Tuesday September 17, 2024
ALL THE FRAUDULENT HORSE GIRLS
Review

ALL THE FRAUDULENT HORSE GIRLS

By Diana Simmonds
September 1 2024

ALL THE FRAUDULENT HORSE GIRLS, New Works Festival, Old Fitz Theatre, September 1-14, 2024. Photography by Robert Catto: above - Shirong Wu and Janet Anderson; below - Wu, Anderson, and Caitlin Amelia Kearney; below again - Anderson

For those who don’t understand how gangs of young girls can spend their school free time practicing horse riding skills – from the collected trot to full-on dressage manoeuvres – on foot and in the school playground, all I can say is: you have seriously missed out. But you’re in luck!

At just 55 minutes, All the Fraudulent Horse Girls, by Michael Louis Kennedy and directed by Jessica Arthur, is an astonishing piece of work that feels much bigger and more significant than you might at first imagine it could. That’s because it’s ostensibly about three of those girls most often referred to by their exasperated parents as “horse-mad”, but also rather more…

It begins with Audrey (Shirong Wu) at age 11, drawing the audience into that instantly recognisable age and stage of life when a girl can be at once obnoxious, pouty, defiant, cute, tough, fragile, lost, and lonely. However, not only is she a horse girl, but she can also connect telepathically with other horse girls all over the world. Including Matilde in France who doesn’t speak English, but that’s not the point.

ALL THE FRAUDULENT HORSE GIRLS

Starting at a new school, Audrey tries to make friends with two other horse girls Audrey II and Audrey III (Janet Anderson and Caitlin Amelia Kearney) but they, being on home turf and as snotty as only young girls can be, give her the curt treatment and ride off at a sedate trot. In his writer’s notes, Kennedy says, “Far from the modern wellness movement’s categorisation of loneliness as being a personal failure to adequately love oneself, All The Fraudulent Horse Girls revels in loneliness as a messy, complex, legitimate emotion.” So there, Gwyneth Paltrow, stick your Goop and stay away from my little pony.

With three acts in 55 minutes, story, time, mind-state and location change rapidly and attention must be paid.
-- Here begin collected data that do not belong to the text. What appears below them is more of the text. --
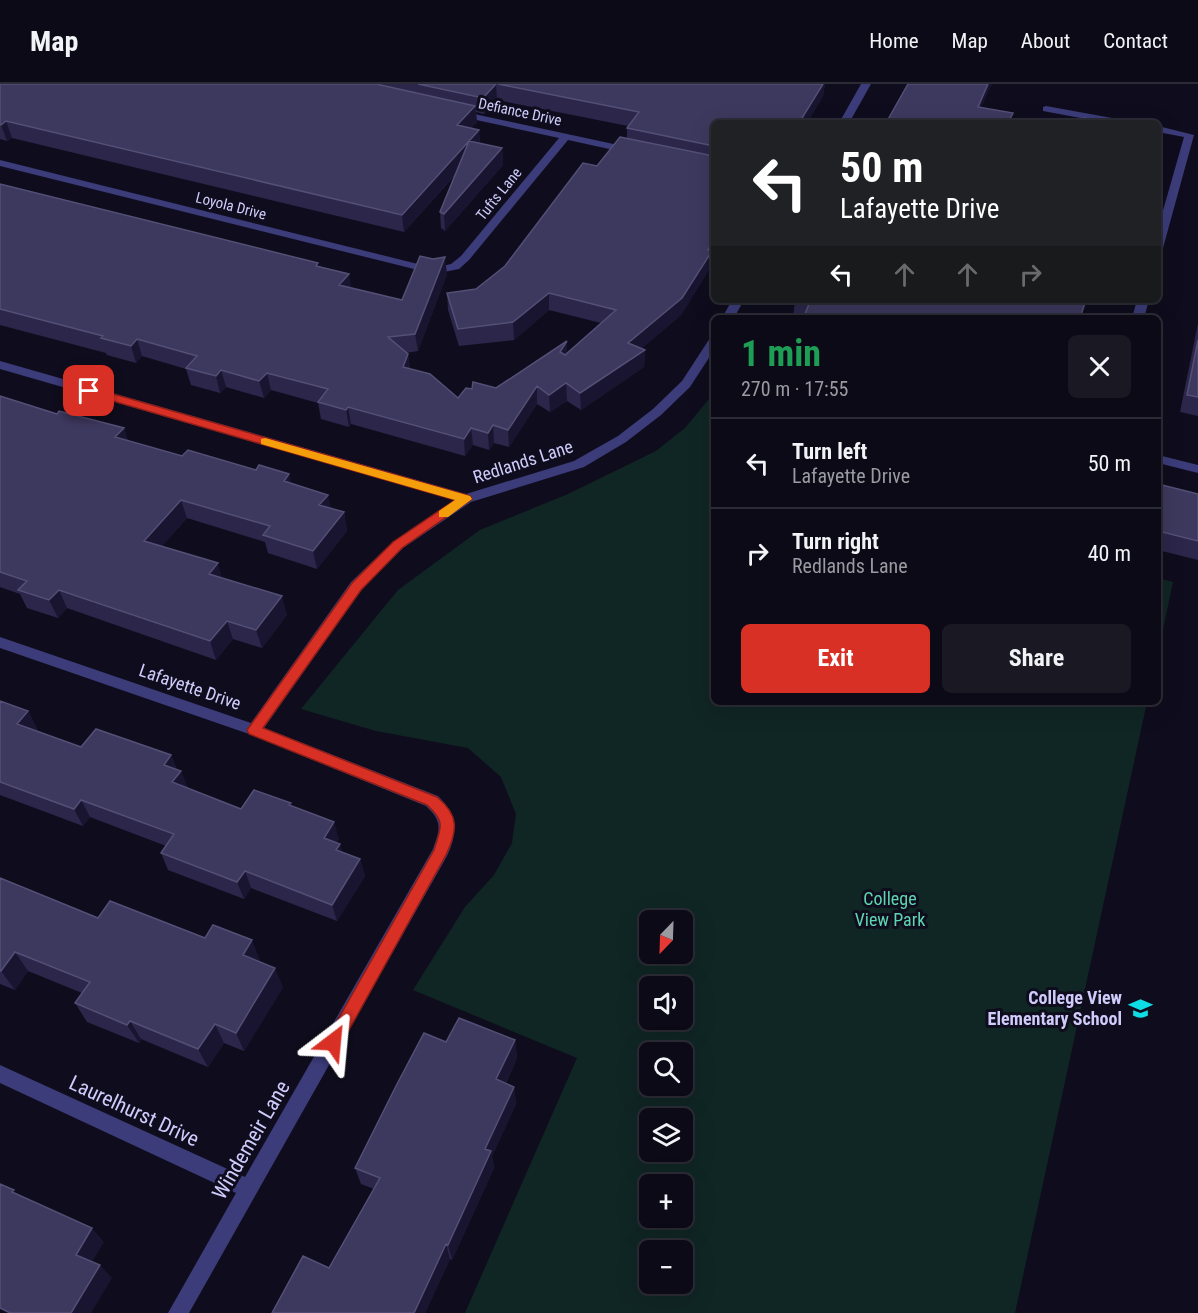 <!DOCTYPE html>
<html lang="en">
<head>
<meta charset="utf-8">
<style>
  body { margin:0; font-family:"Roboto Condensed",sans-serif; background:#191823; color:#f1f3f6; height:100vh; display:flex; flex-direction:column; font-size:22px; white-space:nowrap }
  * { box-sizing:border-box; margin:0 }
  p { font-size:20px; color:#9a9aa1 }
  .icon { flex:none; width:33px; height:33px; fill:none; stroke:currentColor; stroke-width:2; stroke-linecap:round; stroke-linejoin:round }
  .map { position:relative; flex:1; overflow:hidden }
  .sheet { position:absolute; left:711px; top:231px; width:450px; height:390px; display:flex; flex-direction:column; background:#0b0a16; border-radius:9px; box-shadow:0 6px 24px #0002,0 0 0 2px #2b2b35 }
  .sheet>* { flex:none }
  .top-card { position:absolute; left:711px; top:36px; width:450px; height:183px; border-radius:9px; box-shadow:0 6px 24px #0002,0 0 0 2px #2b2b35; background:#202124; color:#fff; overflow:hidden }
  .needle { width:39px; rotate:203deg }
  .controls { position:absolute; left:639px; top:826px; display:grid; gap:12px }
  .controls a { display:grid; place-items:center; width:54px; height:54px; border-radius:9px; background:#0b0a16; box-shadow:0 6px 24px #0002,0 0 0 2px #2b2b35; font-size:30px }
  .pin { position:absolute; display:grid; place-items:center; width:51px; height:51px; color:#fff; margin:-26px; border-radius:12px; box-shadow:0 3px 9px #0006 }
  .me { position:absolute; width:66px; margin:-33px; rotate:29deg; stroke-linejoin:round; filter:drop-shadow(0 0 4px #0008) }
  .turn { display:flex; align-items:center; gap:21px; height:126px; padding:0 30px; font-size:27px }
  .turn .icon { width:78px; height:78px; stroke-width:2.5 }
  .turn b { display:block; font-size:42px; line-height:51px }
  .lanes { display:flex; align-items:center; height:57px; padding:0 30px; background:#0003; justify-content:center; gap:30px; direction:ltr }
  .lanes .off { opacity:.35 }
  .round { display:grid; place-items:center; flex:none; width:63px; height:63px; border-radius:9px; background:#191823 }
  .headline { display:flex; align-items:center; justify-content:space-between; height:102px; padding:0 30px }
  h1 { font-size:36px; font-weight:700; line-height:45px; color:#1e9e55 }
  .action { display:flex; gap:12px; margin-top:auto; padding:12px 30px }
  .action a { flex:1; height:69px; border-radius:9px; background:#d93025; color:#fff; font-size:24px; font-weight:700; line-height:69px; text-align:center }
  .action a+a { background:#191823; color:#f1f3f6 }
  ul { padding:0; list-style:none }
  li { display:flex; align-items:center; gap:18px; height:90px; padding:0 30px; border-top:2px solid #2b2b35 }
  li div { flex:1 }
  li b { display:block; font-size:22px }
  li em { font-style:normal }
  header { display:flex; align-items:center; gap:36px; box-sizing:border-box; height:84px; padding:0 30px; background:#0b0a16; border-bottom:2px solid #2b2b35 }
  header strong { font-size:28px }
  nav { display:flex; gap:33px; margin-inline-start:auto; font-size:21px }
  .map>svg:first-child { display:block }
  .green { fill:#102624; fill-rule:evenodd }
  .lines { fill:none; stroke-linecap:round; stroke-linejoin:round }
  .minor { fill:#3b3c79; fill-rule:evenodd }
  .wall { fill:#2b264a }
  .shaded-wall { fill:#191530 }
  .building { fill:#3d385d; stroke:#544f76; stroke-width:1.5 }
  .route { fill:#d93025; stroke:#8d1f18; stroke-width:1.5 }
  .slow { fill:#f59e0b }
  .labels { text-anchor:middle; stroke-width:6; stroke-linejoin:round; paint-order:stroke }
  .far-street-label { font-size:15px; fill:#cfccfc; stroke:#0f0d1d }
  .street-label { font-size:18px; fill:#cfccfc; stroke:#0f0d1d }
  .park-label { font-size:18px; fill:#5dd7b1; stroke:#0f0d1d }
  .poi-label { font-size:18px; font-weight:bold; fill:#cfccfc; stroke:#0f0d1d; text-anchor:end }
  .near-street-label { font-size:21px; fill:#cfccfc; stroke:#0f0d1d }
</style>
</head>
<body>
<header>
<strong>Map</strong>
<nav><a>Home</a><a>Map</a><a>About</a><a>Contact</a></nav>
</header>
<div class="map">
<svg width="1198" height="1229" viewBox="0 0 1198 1229">
  <rect width="100%" height="100%" fill="#0f0d1d"/>
  <path class="green" d="M714 309V618H1147L1015 1229H465L577 974 413 906 465 823 494 791 512 759 516 730 501 693 468 664 376 647 301 625 398 506 480 446 568 410 656 367 685 344ZM650 837H682V870H650ZM650 903H682V936H650ZM650 969H682V1002H650ZM650 1035H682V1068H650ZM650 1101H682V1134H650ZM650 1167H682V1200H650Z
    M1158 494 1173 498 1158 569Z"/>
  <g class="lines">
    <path class="minor" d="M861 0H871L849 39H839Z
      M1046 22 1123 36 1128 39H1107L1043 27V23Z
      M456 26 632 64 637 67 632 70 568 56 469 176 459 185 434 190 0 82V76L434 184 451 180 461 172 559 54 453 31 451 29Z
      M1158 42 1194 51 1163 164 1158 167V144L1184 53 1158 48Z
      M732 216H744L734 234H722Z
      M1137 216H1149L1144 234H1132Z
      M714 253V266L690 303 661 331 626 358 584 383 471 418 403 464 361 506 264 644 438 712C457 730 458 749 447 772L189 1229H168L236 1109 0 999V981L245 1093 433 765C440 745 443 738 426 722L249 650 0 564V553L251 639 351 498 393 458 455 416 0 285V277L466 410 574 377 618 352 653 325 682 297 710 254Z
      M1158 371 1198 381V389L1158 379Z"/>
  </g>
  <path class="wall" d="M0 0H825L823 12 807 39H714V172L711 177 710 184 681 231 642 264 645 266 644 283 581 326 567 317 550 328 537 320 509 363 494 359 489 366 473 361 465 372 351 340 349 343 321 335 318 319 271 306 264 314 226 303 220 309 191 301 186 285 142 272 136 279 107 271 106 269 0 241V100L319 182 351 204 402 216 447 190 418 267 406 269 408 270 410 285 458 314 472 305 496 304 567 269 601 239 549 226 514 256 459 262 448 226 447 209 476 205 505 182 597 82 627 54V44L628 42 497 16 484 30 476 28 477 38 471 44 479 46 480 60 502 64 503 81 445 147 441 144 440 128 456 90 404 148 12 54 7 57 0 55Z
    M795 217 1080 234H793Z
    M1198 239V332L1180 328Z
    M0 312 57 330 124 344 128 357 182 372 291 399 331 424 344 428 347 447 317 485 268 469 265 458 187 434 162 462 222 494 287 531 262 564 233 555 216 576 67 524 58 534 27 524 20 510 0 503Z
    M1158 400 1198 410V476L1158 466Z
    M0 617 28 627 37 645 36 647 81 663 171 671 177 686 188 704 241 725 292 722 339 755 337 758 342 768 360 775 365 792 337 837 251 804 244 815 168 786 161 769 166 762 90 733 83 742 0 711Z
    M0 794 98 834 260 876 259 877 283 903 244 967 224 959 208 983 141 955 139 959 87 938 75 919 82 909 28 887 15 906 0 900Z
    M515 956 517 974 506 999 514 1003 516 1020 492 1072 494 1084 452 1176 450 1175 425 1229H272L329 1184 374 1105 361 1100 355 1084 446 958Z"/>
  <path class="shaded-wall" d="M496 0 497 16 484 30 483 14Z
    M823 0H825L823 12 807 39H799Z
    M988 0H992L974 39 978 23Z
    M475 22 477 38 459 58 457 41Z
    M6 37 12 54 7 57 1 41Z
    M479 46 480 62 404 148 402 131Z
    M502 64 503 81 445 147 444 130Z
    M714 157V172L711 177 710 184 681 231 628 276V259L708 166Z
    M445 173 447 190 418 267 415 250Z
    M349 190 352 207 339 201Z
    M549 209V226L514 256 513 238Z
    M137 255 142 272 136 279 131 262Z
    M567 257V274L560 268Z
    M645 266 644 283 581 326 580 309Z
    M408 270 410 288 403 283Z
    M221 286 226 303 220 309 216 292Z
    M267 289 271 306 264 314 259 297Z
    M566 299 567 317 550 328 549 311Z
    M537 302V320L509 363 508 346Z
    M348 323 351 340 349 343 346 326Z
    M493 341 494 359 489 366 488 349Z
    M124 344 130 363 115 353Z
    M471 344 473 361 465 372 464 355Z
    M289 390 294 409 284 397Z
    M328 411 332 429 319 421Z
    M181 416 187 434 151 475 144 457Z
    M344 428 347 447 317 485 313 467Z
    M218 479 223 498 209 490Z
    M59 506 67 524 58 534 49 516Z
    M282 512 287 531 262 564 256 546Z
    M227 537 233 555 216 576 210 557Z
    M28 627 37 645 27 657 17 640Z
    M171 671 178 689 164 681Z
    M181 687 188 704 172 698Z
    M81 716 90 733 83 742 74 725Z
    M334 738 339 755 329 770 324 754Z
    M340 760 345 776 336 766Z
    M360 775 365 792 337 837 332 821Z
    M245 787 251 804 244 815 237 798Z
    M252 856 260 876 251 890 243 871Z
    M15 868 28 887 15 906 1 887Z
    M275 884 283 903 244 967 236 949Z
    M130 937 141 955 139 959 127 941Z
    M215 940 224 959 208 983 198 965Z
    M515 956 517 974 499 1013 496 995Z
    M514 1003 516 1020 492 1072 494 1084 452 1176 448 1161 485 1065Z
    M92 1144 104 1158 89 1183 76 1171Z
    M446 1160 450 1175 425 1229H414Z
    M100 1181 112 1194 91 1229H71Z"/>
  <path class="building" d="M0 0H376L475 22 457 41 479 46 402 131 6 37 1 41 0 40Z
    M418 0H496L483 14Z
    M498 0H823L799 39H714V62L627 44 639 28Z
    M908 0H988L978 23 1013 29 1010 35 1032 39H886Z
    M1084 34 1111 39H1082Z
    M620 53 714 72V157L708 166 712 167 682 214 628 259 645 266 580 309 566 299 549 311 537 302 508 346 493 341 488 349 471 344 464 355 348 323 346 326 318 318 328 305 267 289 259 297 221 286 216 292 186 284 197 272 137 255 131 262 101 254 103 252 0 225V100L318 179 316 182 349 190 339 201 402 216 420 172 433 175 445 173 415 250 388 253 408 270 403 283 430 290 458 314 466 304 472 305 473 298 496 304 567 257 560 268 565 271 616 226 549 209 513 238 458 245 447 209 476 205 505 182 583 79 597 82Z
    M469 57 502 64 444 130 440 128Z
    M796 216H1086L1080 234H968L963 233 962 234H810L812 231 805 230 809 220 795 217Z
    M1198 256V313L1187 311Z
    M0 312 57 330 59 327 124 344 115 353 182 372 188 366 256 386 259 381 289 390 284 397 328 411 319 421 344 428 313 467 263 451 270 442 181 416 144 457 218 479 209 490 282 512 256 546 227 537 210 557 59 506 49 516 18 506 27 497 0 488Z
    M1158 400 1198 410V457L1158 447Z
    M0 617 28 627 17 640 81 663 96 645 171 671 164 681 181 687 172 698 241 725 254 706 291 719 289 721 334 738 324 754 340 760 336 766 360 775 332 821 245 787 237 798 161 769 174 750 81 716 74 725 0 698Z
    M0 794 98 834 110 817 205 854 213 841 252 856 243 871 275 884 236 949 215 940 198 965 130 937 127 941 75 919 90 898 15 868 1 887H0Z
    M459 934 515 956 496 995 514 1003 485 1065 491 1067 448 1161 446 1160 414 1229H272L303 1172 329 1184 380 1094 355 1084 396 1002 424 949 446 958Z
    M0 1100 14 1106 12 1108 92 1144 76 1171 100 1181 71 1229H10L0 1224Z"/>
  <path class="route" d="M89 303 470 412 472 415 402 464 361 506 263 644 437 713C459 731 458 746 446 771L339 964 333 966 328 964 325 958 328 953 434 766C441 743 446 738 427 721L249 650 247 646 352 499 393 458 455 416 85 309V304Z"/>
  <path class="slow" d="M265 354 470 412 472 415 448 433H439V427L455 416 261 360V355Z"/>
  <defs>
    <symbol id="school-bare" viewBox="-9 -9 18 18"><path d="M0-5L7-2L0 1L-7-2ZM-4 1L0 2.5L4 1V4Q0 6-4 4Z" fill="#0edde6" stroke="#0f0d1d" stroke-width="2.5" paint-order="stroke"/></symbol>
  </defs>
  <g fill-rule="evenodd">
    <use href="#school-bare" x="1124" y="908" width="33" height="33"/>
  </g>
  <g class="labels">
    <g class="far-street-label">
      <text transform="translate(520 28) rotate(12)" y="5">Defiance Drive</text>
      <text transform="translate(499 110) rotate(-51)" y="5">Tufts Lane</text>
      <text transform="translate(231 122) rotate(14)" y="5">Loyola Drive</text>
    </g>
    <g class="street-label">
      <text transform="translate(523 378) rotate(-18)" y="6">Redlands Lane</text>
      <text transform="translate(190 603) rotate(19)" y="6">Lafayette Drive</text>
    </g>
    <g class="park-label">
      <text x="890" y="821">College<tspan x="890" dy="21">View Park</tspan></text>
    </g>
    <g class="poi-label">
      <text x="1122" y="920">College View<tspan x="1122" dy="21">Elementary School</tspan></text>
    </g>
    <g class="near-street-label">
      <text transform="translate(134 1027) rotate(25)" y="7">Laurelhurst Drive</text>
      <text transform="translate(251 1056) rotate(-60)" y="7">Windemeir Lane</text>
    </g>
  </g>
</svg>
<div class="controls">
<a><svg class="needle" viewBox="-14 -14 28 28"><path d="M0-13l5 13h-10z" fill="#e53935"/><path d="M0 13l5-13h-10z" fill="#9a9aa1"/></svg></a>
<a><svg class="icon" aria-label="sound" viewBox="0 0 24 24"><path d="M4 9h4l5-4v14l-5-4H4zM17 9q2 3 0 6"/></svg></a>
<a><svg class="icon" aria-label="search" viewBox="0 0 24 24"><circle cx="10" cy="10" r="6"/><path d="M15 15l6 6"/></svg></a>
<a><svg class="icon" aria-label="layers" viewBox="0 0 24 24"><path d="M12 4l9 5-9 5-9-5zM3 14l9 5 9-5"/></svg></a>
<a>+</a>
<a>−</a>
</div>
<div class="pin" style="left:89px;top:307px;background:#d93025"><svg class="icon" aria-label="arrive" viewBox="0 0 24 24"><path d="M6 21V4h12l-3 4 3 4H6"/></svg></div>
<svg class="me" style="left:333px;top:958px" viewBox="-20 -20 40 40"><path d="M0-17L14 15 0 8-14 15z" fill="#d93025" stroke="#fff" stroke-width="4"/></svg>
<div class="top-card">
<div class="turn"><svg class="icon" aria-label="left" viewBox="0 0 24 24"><path d="M17 20v-9H6M10 6l-5 5 5 5"/></svg><div><b>50 m</b>Lafayette Drive</div></div>
<div class="lanes"><svg class="icon" aria-label="left" viewBox="0 0 24 24"><path d="M17 20v-9H6M10 6l-5 5 5 5"/></svg><svg class="icon off" aria-label="ahead" viewBox="0 0 24 24"><path d="M12 20V5M6 11l6-6 6 6"/></svg><svg class="icon off" aria-label="ahead" viewBox="0 0 24 24"><path d="M12 20V5M6 11l6-6 6 6"/></svg><svg class="icon off" aria-label="right" viewBox="0 0 24 24"><path d="M7 20v-9h11M14 6l5 5-5 5"/></svg></div>
</div>
<section class="sheet">
<div class="headline"><div><h1>1 min</h1><p>270 m · 17:55</p></div><a class="round"><svg class="icon" aria-label="close" viewBox="0 0 24 24"><path d="M6 6l12 12M18 6L6 18"/></svg></a></div>
<ul>
<li><svg class="icon" aria-label="left" viewBox="0 0 24 24"><path d="M17 20v-9H6M10 6l-5 5 5 5"/></svg><div><b>Turn left</b><p>Lafayette Drive</p></div><em>50 m</em></li>
<li><svg class="icon" aria-label="right" viewBox="0 0 24 24"><path d="M7 20v-9h11M14 6l5 5-5 5"/></svg><div><b>Turn right</b><p>Redlands Lane</p></div><em>40 m</em></li>
</ul>
<div class="action"><a>Exit</a><a>Share</a></div>
</section>
</div>
</body>
</html>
As well as referencing seminal horse literature such as Black Beauty, National Velvet, Spirit, The Never Ending Story, and The Saddle Club, the action moves – via kicks in the head from upset equines and a horse named Tom Wayne Starr – to the forsaken deserts of Chihuahua, Mexico and the violently hyper-masculine novels of Western Americana. (Think Riders of the Purple Sage, Butcher’s Crossing, the Legends West trilogy, or even Blood Meridian.)

At the same time, it’s not unusual for horse girls to experience the first quivers of queerness while watching another girl performing a Piaffe, or Flying Change – or even a Diagonal – across the playground. The dawning of what others might call a crush is played out with hilarious tenderness in what is mostly a very funny example of profoundly meaningful nonsense. At the same time, horse liberation and our society’s unthinking dependence on glue is the provocative theme, as is the question of authorship and how much things cost in the real world.

ALL THE FRAUDULENT HORSE GIRLS

All The Fraudulent Horse Girls is directed with deft clarity by Jessica Arthur and the three performances are: authentic full-on loser cute (Shirong Wu), delightfully noisome and authoritative (Caitlin Amelia Kearney), and subtly, fabulously mesmerising (Janet Anderson). Set and costumes by Paris Bell, with lighting by Emma Van Veen effectively make much out of almost nothing, and together with Madeleine Picard’s sound design, each element contributes to the pace and laugh-aloud fun of this new and exciting work. Recommended without reservation.